Your objective:
Print the lines below exactly, beginning with the one that contains "M 90,2 L 1442,250" and stopping after the last line.

======== Source data ========

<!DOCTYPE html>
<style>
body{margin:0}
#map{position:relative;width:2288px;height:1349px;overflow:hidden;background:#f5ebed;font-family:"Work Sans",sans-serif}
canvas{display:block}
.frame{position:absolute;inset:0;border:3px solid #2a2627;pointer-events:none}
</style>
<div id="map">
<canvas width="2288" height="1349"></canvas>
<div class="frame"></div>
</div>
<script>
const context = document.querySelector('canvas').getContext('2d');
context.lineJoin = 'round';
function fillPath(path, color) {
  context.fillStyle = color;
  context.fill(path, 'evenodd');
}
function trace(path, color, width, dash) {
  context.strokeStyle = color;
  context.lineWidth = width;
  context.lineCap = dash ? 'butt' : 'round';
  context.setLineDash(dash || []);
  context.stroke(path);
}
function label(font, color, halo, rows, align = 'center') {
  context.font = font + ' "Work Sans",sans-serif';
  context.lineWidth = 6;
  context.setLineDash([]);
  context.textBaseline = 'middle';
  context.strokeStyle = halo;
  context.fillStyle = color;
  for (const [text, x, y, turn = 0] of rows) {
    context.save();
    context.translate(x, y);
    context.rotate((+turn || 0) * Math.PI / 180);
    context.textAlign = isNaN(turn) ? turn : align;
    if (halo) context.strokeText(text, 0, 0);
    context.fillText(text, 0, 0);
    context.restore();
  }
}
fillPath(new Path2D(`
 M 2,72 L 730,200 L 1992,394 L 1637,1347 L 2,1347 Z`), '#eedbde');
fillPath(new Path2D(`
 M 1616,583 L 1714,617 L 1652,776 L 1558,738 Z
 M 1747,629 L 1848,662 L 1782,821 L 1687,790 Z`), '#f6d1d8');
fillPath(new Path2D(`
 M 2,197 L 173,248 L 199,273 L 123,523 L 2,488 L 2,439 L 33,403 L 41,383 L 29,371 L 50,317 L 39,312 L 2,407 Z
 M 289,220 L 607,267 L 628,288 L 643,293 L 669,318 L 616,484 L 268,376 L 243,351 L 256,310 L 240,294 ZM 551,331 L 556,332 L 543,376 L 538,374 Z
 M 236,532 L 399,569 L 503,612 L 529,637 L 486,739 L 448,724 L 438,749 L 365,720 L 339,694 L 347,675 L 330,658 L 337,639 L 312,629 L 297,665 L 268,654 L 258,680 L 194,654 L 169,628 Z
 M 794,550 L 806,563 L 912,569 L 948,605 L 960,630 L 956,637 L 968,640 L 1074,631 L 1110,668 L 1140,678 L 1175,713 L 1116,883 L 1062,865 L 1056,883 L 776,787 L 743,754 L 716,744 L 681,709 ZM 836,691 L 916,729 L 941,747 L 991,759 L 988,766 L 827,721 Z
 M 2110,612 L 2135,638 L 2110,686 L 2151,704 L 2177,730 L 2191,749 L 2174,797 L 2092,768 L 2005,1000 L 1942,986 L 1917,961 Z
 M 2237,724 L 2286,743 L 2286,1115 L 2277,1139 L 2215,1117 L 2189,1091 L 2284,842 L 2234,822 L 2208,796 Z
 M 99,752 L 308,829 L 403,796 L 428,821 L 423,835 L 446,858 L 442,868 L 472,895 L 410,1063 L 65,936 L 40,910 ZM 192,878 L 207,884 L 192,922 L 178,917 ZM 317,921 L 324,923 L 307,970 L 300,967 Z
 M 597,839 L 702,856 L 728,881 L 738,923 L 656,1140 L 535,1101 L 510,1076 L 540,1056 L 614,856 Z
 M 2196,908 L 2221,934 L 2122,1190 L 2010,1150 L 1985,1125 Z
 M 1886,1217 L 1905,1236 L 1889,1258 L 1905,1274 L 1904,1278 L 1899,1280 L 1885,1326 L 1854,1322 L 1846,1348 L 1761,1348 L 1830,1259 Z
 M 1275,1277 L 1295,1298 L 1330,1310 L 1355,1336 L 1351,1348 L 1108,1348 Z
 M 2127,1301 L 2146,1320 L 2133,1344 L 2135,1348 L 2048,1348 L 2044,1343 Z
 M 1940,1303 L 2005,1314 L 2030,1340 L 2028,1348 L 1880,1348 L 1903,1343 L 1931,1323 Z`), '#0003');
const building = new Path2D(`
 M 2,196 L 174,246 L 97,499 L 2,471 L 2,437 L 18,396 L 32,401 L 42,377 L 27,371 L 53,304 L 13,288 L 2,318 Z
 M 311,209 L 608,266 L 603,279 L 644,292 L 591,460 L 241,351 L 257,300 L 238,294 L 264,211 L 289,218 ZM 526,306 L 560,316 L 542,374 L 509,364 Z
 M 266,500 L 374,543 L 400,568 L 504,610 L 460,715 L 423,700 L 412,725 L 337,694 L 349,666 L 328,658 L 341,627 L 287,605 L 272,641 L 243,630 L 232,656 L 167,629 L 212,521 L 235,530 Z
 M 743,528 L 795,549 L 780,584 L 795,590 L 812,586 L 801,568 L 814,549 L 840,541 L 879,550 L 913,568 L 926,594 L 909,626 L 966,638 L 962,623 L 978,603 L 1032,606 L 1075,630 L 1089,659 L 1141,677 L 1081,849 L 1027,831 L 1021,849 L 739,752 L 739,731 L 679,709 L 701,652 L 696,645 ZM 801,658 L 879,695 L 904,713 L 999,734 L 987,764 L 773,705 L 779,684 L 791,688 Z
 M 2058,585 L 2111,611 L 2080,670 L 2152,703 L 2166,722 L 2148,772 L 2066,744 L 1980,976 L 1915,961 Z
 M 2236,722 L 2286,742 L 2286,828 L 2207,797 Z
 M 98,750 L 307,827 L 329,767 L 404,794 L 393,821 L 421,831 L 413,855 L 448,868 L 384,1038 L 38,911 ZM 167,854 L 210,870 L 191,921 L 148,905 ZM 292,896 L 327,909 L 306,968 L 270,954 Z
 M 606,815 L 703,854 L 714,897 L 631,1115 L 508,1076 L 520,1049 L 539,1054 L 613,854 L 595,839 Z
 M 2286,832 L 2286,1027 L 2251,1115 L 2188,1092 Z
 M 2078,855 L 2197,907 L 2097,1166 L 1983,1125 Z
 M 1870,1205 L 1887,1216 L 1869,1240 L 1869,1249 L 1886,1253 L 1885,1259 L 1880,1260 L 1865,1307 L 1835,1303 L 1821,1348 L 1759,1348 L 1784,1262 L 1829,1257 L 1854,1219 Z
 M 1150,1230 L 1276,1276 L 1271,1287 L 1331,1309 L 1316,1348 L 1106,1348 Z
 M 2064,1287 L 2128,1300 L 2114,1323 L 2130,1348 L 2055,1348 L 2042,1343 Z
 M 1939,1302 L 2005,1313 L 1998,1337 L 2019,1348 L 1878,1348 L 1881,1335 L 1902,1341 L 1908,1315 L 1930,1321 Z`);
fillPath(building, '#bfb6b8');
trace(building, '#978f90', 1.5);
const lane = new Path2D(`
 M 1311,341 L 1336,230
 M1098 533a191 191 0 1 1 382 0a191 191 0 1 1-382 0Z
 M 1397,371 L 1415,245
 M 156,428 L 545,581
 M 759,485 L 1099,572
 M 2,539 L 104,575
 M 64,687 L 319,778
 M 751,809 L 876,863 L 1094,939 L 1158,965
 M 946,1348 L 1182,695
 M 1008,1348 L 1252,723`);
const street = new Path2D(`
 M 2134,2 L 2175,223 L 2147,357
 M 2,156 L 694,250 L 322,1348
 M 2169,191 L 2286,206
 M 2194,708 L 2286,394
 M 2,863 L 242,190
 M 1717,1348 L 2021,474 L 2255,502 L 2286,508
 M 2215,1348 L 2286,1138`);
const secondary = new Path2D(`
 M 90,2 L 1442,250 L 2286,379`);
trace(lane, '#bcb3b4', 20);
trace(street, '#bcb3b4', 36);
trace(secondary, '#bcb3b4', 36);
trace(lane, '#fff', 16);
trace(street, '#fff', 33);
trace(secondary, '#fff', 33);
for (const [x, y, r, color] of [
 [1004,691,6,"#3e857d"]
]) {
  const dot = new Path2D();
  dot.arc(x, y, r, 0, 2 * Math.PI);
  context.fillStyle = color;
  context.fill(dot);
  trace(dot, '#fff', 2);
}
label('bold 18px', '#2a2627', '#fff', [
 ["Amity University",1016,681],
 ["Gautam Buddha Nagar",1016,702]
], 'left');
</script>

========

Answer to the exercise:
 M 90,2 L 1442,250 L 2286,379`);
trace(lane, '#bcb3b4', 20);
trace(street, '#bcb3b4', 36);
trace(secondary, '#bcb3b4', 36);
trace(lane, '#fff', 16);
trace(street, '#fff', 33);
trace(secondary, '#fff', 33);
for (const [x, y, r, color] of [
 [1004,691,6,"#3e857d"]
]) {
  const dot = new Path2D();
  dot.arc(x, y, r, 0, 2 * Math.PI);
  context.fillStyle = color;
  context.fill(dot);
  trace(dot, '#fff', 2);
}
label('bold 18px', '#2a2627', '#fff', [
 ["Amity University",1016,681],
 ["Gautam Buddha Nagar",1016,702]
], 'left');
</script>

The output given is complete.